§ Problem description
The answer must be every entry, given again word for word.

*** Provided records Section Begins ***

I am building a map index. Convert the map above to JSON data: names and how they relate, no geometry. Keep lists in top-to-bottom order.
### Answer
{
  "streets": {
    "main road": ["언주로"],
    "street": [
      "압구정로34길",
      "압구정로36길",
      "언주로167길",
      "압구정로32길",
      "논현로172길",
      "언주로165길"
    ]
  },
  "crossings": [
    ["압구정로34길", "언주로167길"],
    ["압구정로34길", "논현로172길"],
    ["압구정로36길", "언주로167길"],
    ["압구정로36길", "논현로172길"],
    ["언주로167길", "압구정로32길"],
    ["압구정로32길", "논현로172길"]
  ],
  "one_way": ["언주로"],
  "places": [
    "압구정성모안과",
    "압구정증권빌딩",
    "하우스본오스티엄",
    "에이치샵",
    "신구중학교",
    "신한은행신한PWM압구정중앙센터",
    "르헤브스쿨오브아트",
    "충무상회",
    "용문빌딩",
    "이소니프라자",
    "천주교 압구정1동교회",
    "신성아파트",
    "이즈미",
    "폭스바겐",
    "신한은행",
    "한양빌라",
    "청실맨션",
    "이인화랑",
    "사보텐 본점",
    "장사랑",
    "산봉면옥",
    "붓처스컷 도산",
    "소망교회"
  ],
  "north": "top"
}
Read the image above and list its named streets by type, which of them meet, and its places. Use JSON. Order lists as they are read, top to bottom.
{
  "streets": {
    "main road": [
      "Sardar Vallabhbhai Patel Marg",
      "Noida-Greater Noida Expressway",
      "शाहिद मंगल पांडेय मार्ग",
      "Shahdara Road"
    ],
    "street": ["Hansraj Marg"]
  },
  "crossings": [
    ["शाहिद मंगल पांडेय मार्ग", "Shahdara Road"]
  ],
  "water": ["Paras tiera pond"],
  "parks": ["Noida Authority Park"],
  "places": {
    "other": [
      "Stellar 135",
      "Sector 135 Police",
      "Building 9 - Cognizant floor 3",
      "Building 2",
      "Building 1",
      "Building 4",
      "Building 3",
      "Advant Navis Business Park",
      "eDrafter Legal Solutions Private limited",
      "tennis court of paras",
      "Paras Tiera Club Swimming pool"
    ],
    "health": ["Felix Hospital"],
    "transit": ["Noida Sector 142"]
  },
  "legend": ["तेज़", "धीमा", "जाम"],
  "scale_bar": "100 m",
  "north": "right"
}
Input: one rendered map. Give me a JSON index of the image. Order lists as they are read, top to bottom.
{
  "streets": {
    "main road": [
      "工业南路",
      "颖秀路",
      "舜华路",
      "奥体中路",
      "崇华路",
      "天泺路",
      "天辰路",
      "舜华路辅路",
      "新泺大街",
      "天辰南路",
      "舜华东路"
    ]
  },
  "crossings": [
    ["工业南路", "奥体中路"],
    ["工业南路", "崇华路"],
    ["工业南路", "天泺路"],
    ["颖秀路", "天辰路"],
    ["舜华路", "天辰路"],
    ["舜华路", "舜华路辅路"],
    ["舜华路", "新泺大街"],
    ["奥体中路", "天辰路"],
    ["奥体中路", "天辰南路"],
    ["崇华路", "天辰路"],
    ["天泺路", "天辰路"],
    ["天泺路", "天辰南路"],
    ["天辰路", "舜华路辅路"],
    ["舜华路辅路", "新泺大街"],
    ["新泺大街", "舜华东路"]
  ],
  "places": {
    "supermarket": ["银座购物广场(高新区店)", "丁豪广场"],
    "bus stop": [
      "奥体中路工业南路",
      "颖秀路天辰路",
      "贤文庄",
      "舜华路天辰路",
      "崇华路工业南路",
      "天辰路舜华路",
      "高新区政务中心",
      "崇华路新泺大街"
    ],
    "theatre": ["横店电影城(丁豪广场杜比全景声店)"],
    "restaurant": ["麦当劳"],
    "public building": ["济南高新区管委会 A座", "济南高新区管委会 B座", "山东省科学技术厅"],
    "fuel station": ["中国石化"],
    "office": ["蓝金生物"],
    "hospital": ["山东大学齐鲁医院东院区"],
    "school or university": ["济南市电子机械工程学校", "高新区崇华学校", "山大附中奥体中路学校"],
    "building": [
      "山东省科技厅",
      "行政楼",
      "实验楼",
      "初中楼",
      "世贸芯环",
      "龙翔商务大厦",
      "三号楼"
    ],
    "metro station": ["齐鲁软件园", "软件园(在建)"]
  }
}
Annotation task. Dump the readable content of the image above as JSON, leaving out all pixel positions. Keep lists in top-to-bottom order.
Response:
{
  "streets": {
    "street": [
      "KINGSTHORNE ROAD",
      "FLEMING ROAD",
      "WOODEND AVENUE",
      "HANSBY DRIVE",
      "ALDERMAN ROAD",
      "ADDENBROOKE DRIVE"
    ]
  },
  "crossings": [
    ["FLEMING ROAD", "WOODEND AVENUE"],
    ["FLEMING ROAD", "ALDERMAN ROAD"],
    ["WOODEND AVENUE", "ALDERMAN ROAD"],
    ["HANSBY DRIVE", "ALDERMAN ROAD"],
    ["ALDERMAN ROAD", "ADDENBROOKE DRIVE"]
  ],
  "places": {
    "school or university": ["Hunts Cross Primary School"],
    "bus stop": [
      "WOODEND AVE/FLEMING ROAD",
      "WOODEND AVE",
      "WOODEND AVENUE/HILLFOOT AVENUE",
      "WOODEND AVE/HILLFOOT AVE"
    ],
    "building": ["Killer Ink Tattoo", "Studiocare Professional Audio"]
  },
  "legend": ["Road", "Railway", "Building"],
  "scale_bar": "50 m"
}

*** Provided records Section Ends ***

§ Output of the exercise
I am building a map index. Convert the map above to JSON data: names and how they relate, no geometry. Keep lists in top-to-bottom order.
### Answer
{
  "streets": {
    "main road": ["언주로"],
    "street": [
      "압구정로34길",
      "압구정로36길",
      "언주로167길",
      "압구정로32길",
      "논현로172길",
      "언주로165길"
    ]
  },
  "crossings": [
    ["압구정로34길", "언주로167길"],
    ["압구정로34길", "논현로172길"],
    ["압구정로36길", "언주로167길"],
    ["압구정로36길", "논현로172길"],
    ["언주로167길", "압구정로32길"],
    ["압구정로32길", "논현로172길"]
  ],
  "one_way": ["언주로"],
  "places": [
    "압구정성모안과",
    "압구정증권빌딩",
    "하우스본오스티엄",
    "에이치샵",
    "신구중학교",
    "신한은행신한PWM압구정중앙센터",
    "르헤브스쿨오브아트",
    "충무상회",
    "용문빌딩",
    "이소니프라자",
    "천주교 압구정1동교회",
    "신성아파트",
    "이즈미",
    "폭스바겐",
    "신한은행",
    "한양빌라",
    "청실맨션",
    "이인화랑",
    "사보텐 본점",
    "장사랑",
    "산봉면옥",
    "붓처스컷 도산",
    "소망교회"
  ],
  "north": "top"
}
Read the image above and list its named streets by type, which of them meet, and its places. Use JSON. Order lists as they are read, top to bottom.
{
  "streets": {
    "main road": [
      "Sardar Vallabhbhai Patel Marg",
      "Noida-Greater Noida Expressway",
      "शाहिद मंगल पांडेय मार्ग",
      "Shahdara Road"
    ],
    "street": ["Hansraj Marg"]
  },
  "crossings": [
    ["शाहिद मंगल पांडेय मार्ग", "Shahdara Road"]
  ],
  "water": ["Paras tiera pond"],
  "parks": ["Noida Authority Park"],
  "places": {
    "other": [
      "Stellar 135",
      "Sector 135 Police",
      "Building 9 - Cognizant floor 3",
      "Building 2",
      "Building 1",
      "Building 4",
      "Building 3",
      "Advant Navis Business Park",
      "eDrafter Legal Solutions Private limited",
      "tennis court of paras",
      "Paras Tiera Club Swimming pool"
    ],
    "health": ["Felix Hospital"],
    "transit": ["Noida Sector 142"]
  },
  "legend": ["तेज़", "धीमा", "जाम"],
  "scale_bar": "100 m",
  "north": "right"
}
Input: one rendered map. Give me a JSON index of the image. Order lists as they are read, top to bottom.
{
  "streets": {
    "main road": [
      "工业南路",
      "颖秀路",
      "舜华路",
      "奥体中路",
      "崇华路",
      "天泺路",
      "天辰路",
      "舜华路辅路",
      "新泺大街",
      "天辰南路",
      "舜华东路"
    ]
  },
  "crossings": [
    ["工业南路", "奥体中路"],
    ["工业南路", "崇华路"],
    ["工业南路", "天泺路"],
    ["颖秀路", "天辰路"],
    ["舜华路", "天辰路"],
    ["舜华路", "舜华路辅路"],
    ["舜华路", "新泺大街"],
    ["奥体中路", "天辰路"],
    ["奥体中路", "天辰南路"],
    ["崇华路", "天辰路"],
    ["天泺路", "天辰路"],
    ["天泺路", "天辰南路"],
    ["天辰路", "舜华路辅路"],
    ["舜华路辅路", "新泺大街"],
    ["新泺大街", "舜华东路"]
  ],
  "places": {
    "supermarket": ["银座购物广场(高新区店)", "丁豪广场"],
    "bus stop": [
      "奥体中路工业南路",
      "颖秀路天辰路",
      "贤文庄",
      "舜华路天辰路",
      "崇华路工业南路",
      "天辰路舜华路",
      "高新区政务中心",
      "崇华路新泺大街"
    ],
    "theatre": ["横店电影城(丁豪广场杜比全景声店)"],
    "restaurant": ["麦当劳"],
    "public building": ["济南高新区管委会 A座", "济南高新区管委会 B座", "山东省科学技术厅"],
    "fuel station": ["中国石化"],
    "office": ["蓝金生物"],
    "hospital": ["山东大学齐鲁医院东院区"],
    "school or university": ["济南市电子机械工程学校", "高新区崇华学校", "山大附中奥体中路学校"],
    "building": [
      "山东省科技厅",
      "行政楼",
      "实验楼",
      "初中楼",
      "世贸芯环",
      "龙翔商务大厦",
      "三号楼"
    ],
    "metro station": ["齐鲁软件园", "软件园(在建)"]
  }
}
Annotation task. Dump the readable content of the image above as JSON, leaving out all pixel positions. Keep lists in top-to-bottom order.
Response:
{
  "streets": {
    "street": [
      "KINGSTHORNE ROAD",
      "FLEMING ROAD",
      "WOODEND AVENUE",
      "HANSBY DRIVE",
      "ALDERMAN ROAD",
      "ADDENBROOKE DRIVE"
    ]
  },
  "crossings": [
    ["FLEMING ROAD", "WOODEND AVENUE"],
    ["FLEMING ROAD", "ALDERMAN ROAD"],
    ["WOODEND AVENUE", "ALDERMAN ROAD"],
    ["HANSBY DRIVE", "ALDERMAN ROAD"],
    ["ALDERMAN ROAD", "ADDENBROOKE DRIVE"]
  ],
  "places": {
    "school or university": ["Hunts Cross Primary School"],
    "bus stop": [
      "WOODEND AVE/FLEMING ROAD",
      "WOODEND AVE",
      "WOODEND AVENUE/HILLFOOT AVENUE",
      "WOODEND AVE/HILLFOOT AVE"
    ],
    "building": ["Killer Ink Tattoo", "Studiocare Professional Audio"]
  },
  "legend": ["Road", "Railway", "Building"],
  "scale_bar": "50 m"
}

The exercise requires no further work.